As Israel fights Hamas, activists on the right are calling to rebuild settlements in Gaza
Politicians on the far right have long called for reestablishing Gush Katif, but the war has brought those demands squarely into the mainstream
NITZAN B, Israel (JTA) — Since Oct. 7, Benjamin Netanyahu has largely avoided face-to-face meetings with ordinary Israeli citizens. One exception occurred in mid-November, when the Israeli prime minister met with a group of Israelis evacuated from the Gaza border, including former Gaza Strip settlers who presented him with a request: to return to their uprooted homes once Israel’s war with Hamas was over.

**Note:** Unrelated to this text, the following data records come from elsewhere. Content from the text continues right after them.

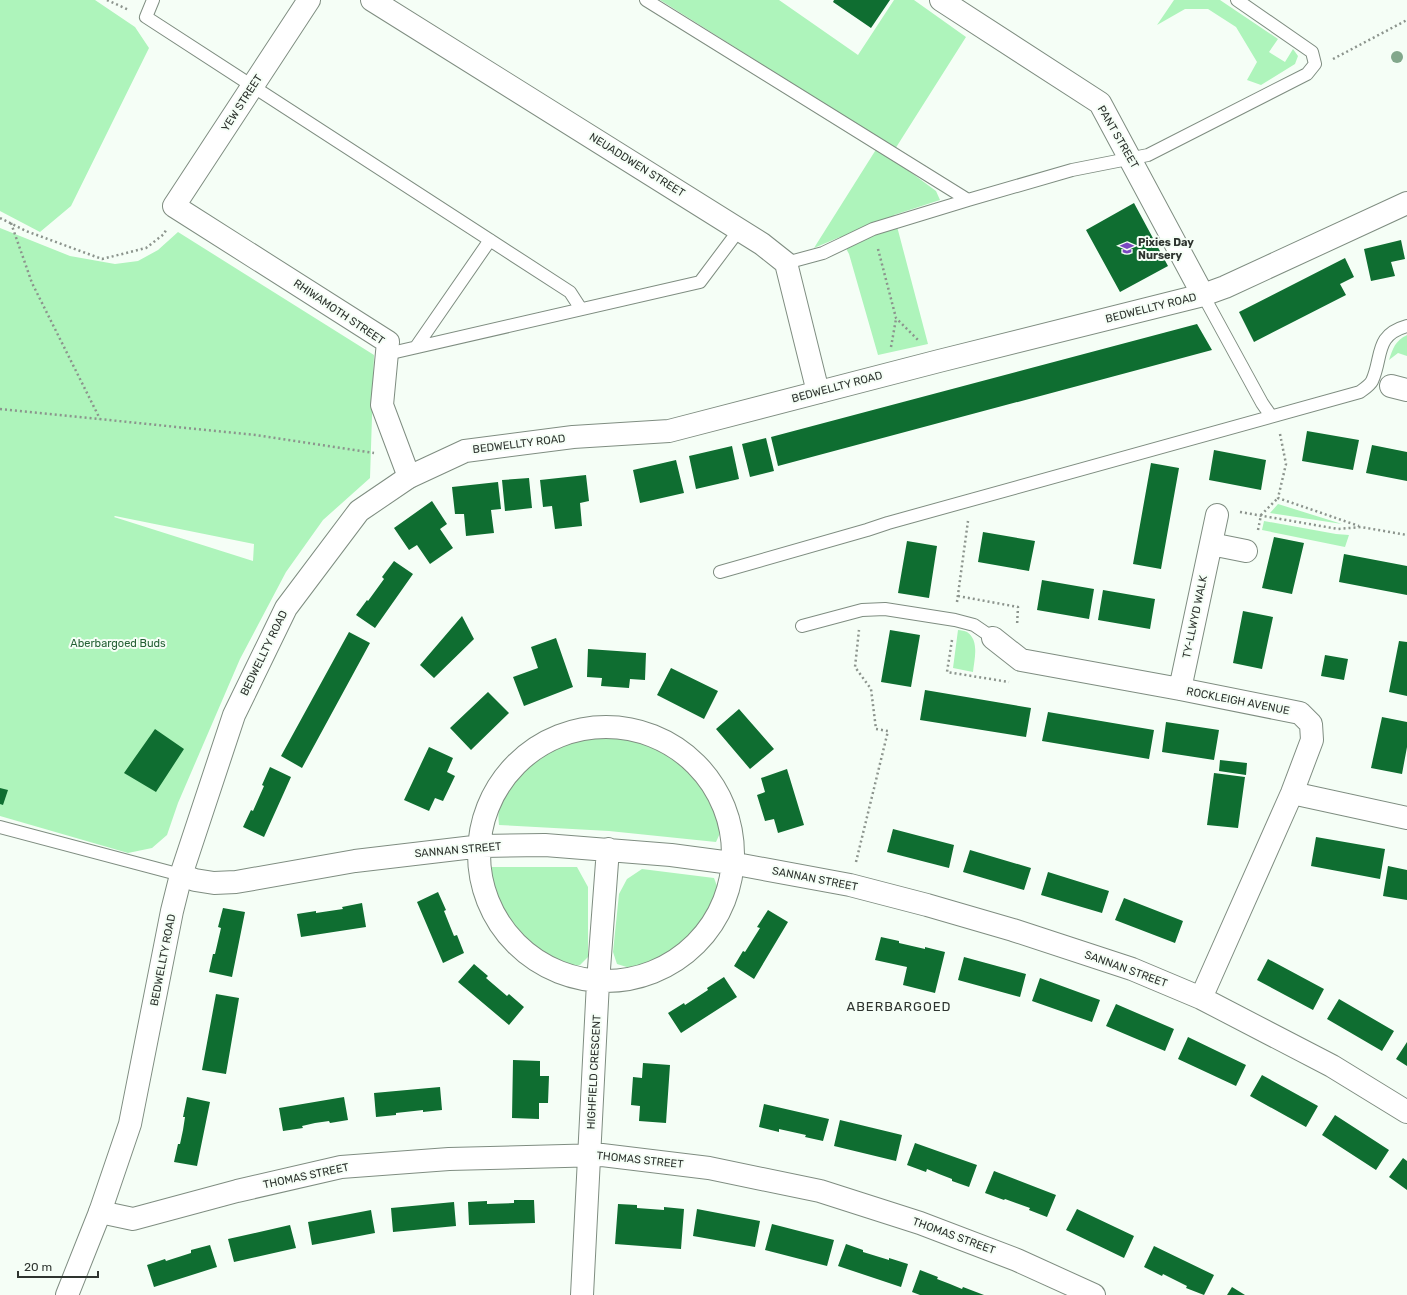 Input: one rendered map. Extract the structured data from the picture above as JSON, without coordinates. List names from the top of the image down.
{
  "streets": {
    "street": [
      "YEW STREET",
      "PANT STREET",
      "NEUADDWEN STREET",
      "BEDWELLTY ROAD",
      "RHIWAMOTH STREET",
      "TY-LLWYD WALK",
      "ROCKLEIGH AVENUE",
      "SANNAN STREET",
      "HIGHFIELD CRESCENT",
      "THOMAS STREET"
    ]
  },
  "crossings": [
    ["YEW STREET", "RHIWAMOTH STREET"],
    ["PANT STREET", "BEDWELLTY ROAD"],
    ["BEDWELLTY ROAD", "RHIWAMOTH STREET"],
    ["BEDWELLTY ROAD", "SANNAN STREET"],
    ["BEDWELLTY ROAD", "THOMAS STREET"],
    ["TY-LLWYD WALK", "ROCKLEIGH AVENUE"],
    ["ROCKLEIGH AVENUE", "SANNAN STREET"],
    ["SANNAN STREET", "HIGHFIELD CRESCENT"],
    ["HIGHFIELD CRESCENT", "THOMAS STREET"]
  ],
  "districts": ["ABERBARGOED"],
  "parks": ["Aberbargoed Buds"],
  "places": {
    "school or university": ["Pixies Day Nursery"]
  },
  "scale_bar": "20 m"
}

“The Gaza Strip won’t let us rest, the land of Israel won’t let us rest until the people of Israel return to settle it, and only then will it flourish” one of the participants, Zehorit Cohen, told Netanyahu in a video clip that has since circulated online. Cohen is a former resident of the Gaza bloc of settlements, known as Gush Katif.
“It has nothing to do with strategy or security or economics or anything,” she said. “We need to go back there because it’s the land of Israel, and the land of Israel calls to us.”
Israel evacuated 8,000 settlers and all of its troops from Gaza in 2005, a withdrawal that split Israeli society and that, for the uprooted settlers, still festers as an open wound. Now, as the Israeli military reconquers broad swaths of the coastal territory in its campaign to destroy Hamas, former Gush Katif residents and other settler leaders are standing at the vanguard of mounting calls to rebuild the evacuated settlements.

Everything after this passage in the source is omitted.